Re: #include_next and absolute pathnames
> Cc: neil at daikokuya dot co dot uk, gcc at gcc dot gnu dot org
> From: Zack Weinberg <zack at codesourcery dot com>
> Date: Mon, 03 Mar 2003 16:20:11 -0800
> User-Agent: Gnus/5.090016 (Oort Gnus v0.16) Emacs/21.2
> X-OriginalArrivalTime: 04 Mar 2003 00:20:13.0025 (UTC) FILETIME=[D2CCAD10:01C2E1E3]
>
> Geoff Keating <geoffk at geoffk dot org> writes:
> >> From: Neil Booth <neil at daikokuya dot co dot uk>
> >> I'd love to hear what your include improvements are. I had plans
> >> based on caching lookups, indexed by basename.
> >
> > I'm being a bit more ambitious. The idea is that we remove all the
> > existing stat-caching infrastructure, and move to a new scheme where
> > we cache the presence of files along the search path of a particular
> > name.
>
> This is similar to the way it used to work before I rewrote it in June
> 2000. See http://gcc.gnu.org/ml/gcc-patches/2000-06/msg00720.html.
> Please consider carefully the bugs which were fixed by that rewrite
> and make sure you are not reintroducing them. Please also make sure
> you are not making the code even harder to understand than it is
> already.
I can avoid the bugs, but can't help about the code-complexity problem.
If I leave the code as is, the performance is unacceptable in some
cases; I believe that Apple's local version of this patch gave a 15%
speedup on one real-world testcase, between the failing open() calls
and the splay tree lookups, and we've made the rest of GCC faster
since then, so it'd be even more now.
> > The cache is pre-filled using readdir. This helps a lot when using
> > lots of -I paths, because we don't have to keep stat()ing just to
> > find that there is no time.h there. This is done only at the
> > toplevel, so it'll find time.h but not sys/time.h.
>
> My gut feeling is that this is going to be a waste of time on the
> majority of inputs. If you've got numbers saying otherwise then
> I'm fine with it. Or, perhaps you could consider pre-filling only
> when the include path is long enough that it becomes worth it.

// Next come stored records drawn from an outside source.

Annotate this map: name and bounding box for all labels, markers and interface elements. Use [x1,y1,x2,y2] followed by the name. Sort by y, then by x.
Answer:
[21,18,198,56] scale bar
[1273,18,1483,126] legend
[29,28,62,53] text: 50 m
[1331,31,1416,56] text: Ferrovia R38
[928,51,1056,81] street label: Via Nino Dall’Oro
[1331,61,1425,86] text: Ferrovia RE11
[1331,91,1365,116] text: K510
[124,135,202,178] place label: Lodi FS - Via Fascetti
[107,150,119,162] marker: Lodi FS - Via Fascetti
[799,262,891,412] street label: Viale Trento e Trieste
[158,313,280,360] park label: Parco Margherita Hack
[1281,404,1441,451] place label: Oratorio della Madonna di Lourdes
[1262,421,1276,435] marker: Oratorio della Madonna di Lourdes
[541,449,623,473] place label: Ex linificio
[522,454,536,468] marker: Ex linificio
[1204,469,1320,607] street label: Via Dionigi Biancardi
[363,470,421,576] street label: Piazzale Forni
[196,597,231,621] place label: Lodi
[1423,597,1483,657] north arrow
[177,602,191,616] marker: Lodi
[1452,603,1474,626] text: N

Yup. I'm not sure where the threshold will be, that'll have to wait
on timing numbers when I finally get a patch. I think timing results
on the local version of the patch found that readdir() didn't hurt
even "hello-world" programs.
> Note that the existing code never uses stat() to find out if a file
> exists; always open(), because we're going to have to open it anyway
> if it does exist. Please preserve this.
There will be some rare cases where the new code looks to see if a
file exists even though it doesn't plan to open it, in order to keep
its data structures efficient. I'm planning to use open() for this,
though.
> A somewhat pie-in-the-sky idea I've had for awhile is, hold open all
> the directories on the search path, plus the normal working directory,
> and fchdir() into each directory to access the files there -- this
> avoids having to concatenate path names in cpplib and should be less
> work for the kernel to boot. (If you can persuade your kernel
> developers to provide openrelative(dirfd, path, flags, mode) then that
> would be even niftier.) But it would have to be suitably
> conditionalized for the sake of OS-s without fchdir, and could run
> into problems with max-simultaneous-open-file limits.
The problem with that would be that instead of one syscall, you'd end
up with two. The new code shouldn't rely so much on the kernel's
path-parsing code, so should avoid the need for this.
--
- Geoffrey Keating <geoffk at geoffk dot org>